HARRIS’S PUBLICITY OVER the McGillivray Knowles affair did him little harm when the 1919 osa exhibition opened at the Art Gallery of Toronto (as the museum had been newly christened) in the first week of March. If Jackson drew the critical attention in 1913 and MacDonald in 1916, by 1919 it was Harris’s turn to be both extolled as leader of the new movement in Canadian painting and castigated as a purveyor of crude and tasteless canvases.

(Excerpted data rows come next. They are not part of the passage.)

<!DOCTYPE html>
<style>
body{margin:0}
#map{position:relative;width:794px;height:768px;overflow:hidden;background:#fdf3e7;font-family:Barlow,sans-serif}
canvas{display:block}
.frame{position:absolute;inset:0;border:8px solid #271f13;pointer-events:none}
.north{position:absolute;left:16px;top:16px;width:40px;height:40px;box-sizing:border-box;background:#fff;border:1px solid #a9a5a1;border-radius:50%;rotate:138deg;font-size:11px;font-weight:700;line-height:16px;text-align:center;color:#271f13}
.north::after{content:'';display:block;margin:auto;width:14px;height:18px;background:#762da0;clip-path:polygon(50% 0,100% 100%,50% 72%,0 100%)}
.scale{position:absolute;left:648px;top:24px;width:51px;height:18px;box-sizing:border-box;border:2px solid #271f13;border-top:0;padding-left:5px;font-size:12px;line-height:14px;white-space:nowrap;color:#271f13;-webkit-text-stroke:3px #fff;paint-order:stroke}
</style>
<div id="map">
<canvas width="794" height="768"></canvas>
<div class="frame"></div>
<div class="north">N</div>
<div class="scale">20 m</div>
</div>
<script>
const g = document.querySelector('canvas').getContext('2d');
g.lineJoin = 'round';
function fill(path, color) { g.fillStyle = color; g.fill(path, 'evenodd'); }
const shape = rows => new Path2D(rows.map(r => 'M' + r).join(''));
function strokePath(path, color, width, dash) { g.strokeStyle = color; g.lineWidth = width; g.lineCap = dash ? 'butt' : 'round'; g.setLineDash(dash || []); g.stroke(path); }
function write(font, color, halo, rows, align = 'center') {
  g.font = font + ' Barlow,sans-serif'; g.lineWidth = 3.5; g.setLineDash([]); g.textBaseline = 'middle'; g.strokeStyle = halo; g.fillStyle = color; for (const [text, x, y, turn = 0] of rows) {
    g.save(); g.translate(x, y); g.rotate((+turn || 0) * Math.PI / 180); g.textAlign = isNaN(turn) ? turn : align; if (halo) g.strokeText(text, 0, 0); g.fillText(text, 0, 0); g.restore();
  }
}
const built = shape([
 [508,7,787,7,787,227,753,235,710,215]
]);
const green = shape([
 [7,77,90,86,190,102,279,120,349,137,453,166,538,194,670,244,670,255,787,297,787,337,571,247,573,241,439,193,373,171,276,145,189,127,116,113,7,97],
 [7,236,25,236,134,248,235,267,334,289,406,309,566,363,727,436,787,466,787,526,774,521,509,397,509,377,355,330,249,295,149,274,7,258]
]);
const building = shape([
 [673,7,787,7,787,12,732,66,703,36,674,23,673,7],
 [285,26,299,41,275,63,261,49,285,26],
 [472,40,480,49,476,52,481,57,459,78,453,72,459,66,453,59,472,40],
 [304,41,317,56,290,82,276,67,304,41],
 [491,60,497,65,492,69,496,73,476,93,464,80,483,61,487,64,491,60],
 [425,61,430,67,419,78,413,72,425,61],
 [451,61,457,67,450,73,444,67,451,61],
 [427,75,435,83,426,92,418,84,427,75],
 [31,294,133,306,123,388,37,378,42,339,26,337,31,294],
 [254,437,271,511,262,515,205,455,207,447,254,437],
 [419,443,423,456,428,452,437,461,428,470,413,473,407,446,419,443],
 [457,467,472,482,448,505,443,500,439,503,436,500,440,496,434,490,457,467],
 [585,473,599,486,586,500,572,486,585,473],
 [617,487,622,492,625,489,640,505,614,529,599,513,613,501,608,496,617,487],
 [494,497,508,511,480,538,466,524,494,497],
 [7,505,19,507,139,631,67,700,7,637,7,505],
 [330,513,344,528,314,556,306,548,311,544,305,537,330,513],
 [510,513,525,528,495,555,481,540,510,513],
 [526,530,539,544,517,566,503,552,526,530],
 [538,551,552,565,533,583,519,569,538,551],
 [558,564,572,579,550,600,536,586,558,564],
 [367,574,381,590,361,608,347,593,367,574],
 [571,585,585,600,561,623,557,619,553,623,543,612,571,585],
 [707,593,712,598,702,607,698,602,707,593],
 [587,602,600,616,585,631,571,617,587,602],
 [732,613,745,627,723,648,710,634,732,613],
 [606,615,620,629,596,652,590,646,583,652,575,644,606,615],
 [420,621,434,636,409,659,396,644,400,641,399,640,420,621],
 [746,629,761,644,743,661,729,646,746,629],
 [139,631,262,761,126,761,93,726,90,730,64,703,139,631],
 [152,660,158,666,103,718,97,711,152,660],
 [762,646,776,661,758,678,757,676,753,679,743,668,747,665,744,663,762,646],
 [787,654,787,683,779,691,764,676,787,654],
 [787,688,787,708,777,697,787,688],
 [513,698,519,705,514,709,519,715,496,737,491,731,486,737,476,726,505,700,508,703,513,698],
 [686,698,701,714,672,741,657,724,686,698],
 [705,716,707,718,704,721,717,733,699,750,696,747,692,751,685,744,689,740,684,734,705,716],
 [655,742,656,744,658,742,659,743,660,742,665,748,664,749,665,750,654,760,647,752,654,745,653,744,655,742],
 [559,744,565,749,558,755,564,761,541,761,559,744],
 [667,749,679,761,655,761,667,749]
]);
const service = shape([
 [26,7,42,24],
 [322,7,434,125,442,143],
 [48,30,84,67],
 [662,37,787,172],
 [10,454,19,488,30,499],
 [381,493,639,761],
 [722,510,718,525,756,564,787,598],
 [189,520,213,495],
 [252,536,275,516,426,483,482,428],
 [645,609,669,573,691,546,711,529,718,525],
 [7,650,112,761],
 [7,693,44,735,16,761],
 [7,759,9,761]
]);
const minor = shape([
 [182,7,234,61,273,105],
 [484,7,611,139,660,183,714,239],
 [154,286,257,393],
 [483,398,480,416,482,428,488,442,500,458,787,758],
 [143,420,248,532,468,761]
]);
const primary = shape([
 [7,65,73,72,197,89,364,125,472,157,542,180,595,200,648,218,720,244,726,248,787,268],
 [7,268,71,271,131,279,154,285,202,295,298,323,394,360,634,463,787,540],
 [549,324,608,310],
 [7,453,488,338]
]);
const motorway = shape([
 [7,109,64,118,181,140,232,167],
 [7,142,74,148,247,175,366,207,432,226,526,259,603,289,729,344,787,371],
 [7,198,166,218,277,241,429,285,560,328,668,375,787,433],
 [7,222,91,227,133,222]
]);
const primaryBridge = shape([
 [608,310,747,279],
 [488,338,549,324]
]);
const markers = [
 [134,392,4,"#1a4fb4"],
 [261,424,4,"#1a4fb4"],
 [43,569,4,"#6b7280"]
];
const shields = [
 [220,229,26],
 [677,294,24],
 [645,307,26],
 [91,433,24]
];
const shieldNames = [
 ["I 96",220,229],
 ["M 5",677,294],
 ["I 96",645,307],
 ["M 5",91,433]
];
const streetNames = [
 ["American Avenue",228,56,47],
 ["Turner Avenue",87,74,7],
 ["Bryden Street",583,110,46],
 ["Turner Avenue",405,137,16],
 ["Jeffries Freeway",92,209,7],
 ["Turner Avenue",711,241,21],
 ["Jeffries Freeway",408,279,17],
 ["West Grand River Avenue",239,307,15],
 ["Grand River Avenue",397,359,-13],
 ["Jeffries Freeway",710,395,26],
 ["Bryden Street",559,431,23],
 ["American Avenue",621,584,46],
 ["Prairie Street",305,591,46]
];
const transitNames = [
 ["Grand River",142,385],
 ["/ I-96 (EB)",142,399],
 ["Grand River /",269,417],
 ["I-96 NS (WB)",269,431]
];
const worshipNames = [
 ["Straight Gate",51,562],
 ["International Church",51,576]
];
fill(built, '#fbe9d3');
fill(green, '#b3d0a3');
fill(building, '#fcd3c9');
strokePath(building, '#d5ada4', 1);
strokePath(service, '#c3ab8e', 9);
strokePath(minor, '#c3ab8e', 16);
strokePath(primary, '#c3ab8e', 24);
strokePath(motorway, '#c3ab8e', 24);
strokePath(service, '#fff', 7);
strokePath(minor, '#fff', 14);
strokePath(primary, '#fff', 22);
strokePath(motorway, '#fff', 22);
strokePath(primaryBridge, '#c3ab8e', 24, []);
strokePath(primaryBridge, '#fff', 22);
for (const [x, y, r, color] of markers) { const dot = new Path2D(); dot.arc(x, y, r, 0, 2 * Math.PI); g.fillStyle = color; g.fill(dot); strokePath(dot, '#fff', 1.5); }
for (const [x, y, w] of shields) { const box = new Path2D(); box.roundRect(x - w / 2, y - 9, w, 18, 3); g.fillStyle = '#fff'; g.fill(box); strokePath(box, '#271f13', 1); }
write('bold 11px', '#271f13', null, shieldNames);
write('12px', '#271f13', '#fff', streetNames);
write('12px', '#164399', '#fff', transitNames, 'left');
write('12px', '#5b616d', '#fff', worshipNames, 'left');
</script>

Although he blocked Elizabeth McGillivray Knowles from showing two small paintings, Harris elected to exhibit no fewer than eight of his own. Two of them, Snow v and Snow vi, were from his series of Fjaestad-inspired snowy landscapes. He also exhibited six urban scenes, including Outskirts of Toronto and a second view of Earlscourt called Shacks, Earlscourt. The sheer volume of wall space devoted to Harris, together with the eye-catching colour of his works, meant he inevitably attracted a good deal of critical attention. The photographer Lew
is W. Clemens, writing for Toronto Sunday World, believed the raw power of these works emphatically announced Harris’s position as the “most important leader” of the modernist movement in Canadian art. His work “possesses strength in colour composition and tone,” wrote Clemens. “Anyone who is at all interested in the art of Canada should not under any circumstances miss seeing this exhibition.” 6
Not everyone was so enthralled. Harris’s bright colours and scenes of urban destitution unsettled the reviewer for the Toronto Telegram, who wrote an article entitled “Noisy Chaos of Colour in osa Exhibition.” He found the exhibition to be “dominated by the astonishing canvases from the workshop of Lawren Harris . . . This year Mr. Harris has pressed the very brightest tubes upon his palette, and has let his brush, knife, trowel, shovel or whatever tool he has used run away with itself. The pictures shout from the walls, and quite disturb the equanimity of the show.” The reviewer for The Weekly Sun was likewise taken aback by their gaudiness. Perplexed by the brazen and seemingly eccentric use of colour, he attempted to describe Snow vi to his readers: “The trees are mauve with patches of yellow—road mauve—houses orange with yellow snow on roofs. Sky green. Now I know that snow under strong sunlight is yellow, and that the shadows are mauve, and so are tree trunks . . . But certainly the colours are exaggerated.” 7 More than five years after the Hot Mush controversy and three years on from The Tangled Garden, some in Toronto were still dumbfounded and affronted by a few strokes of chrome yellow and cobalt violet.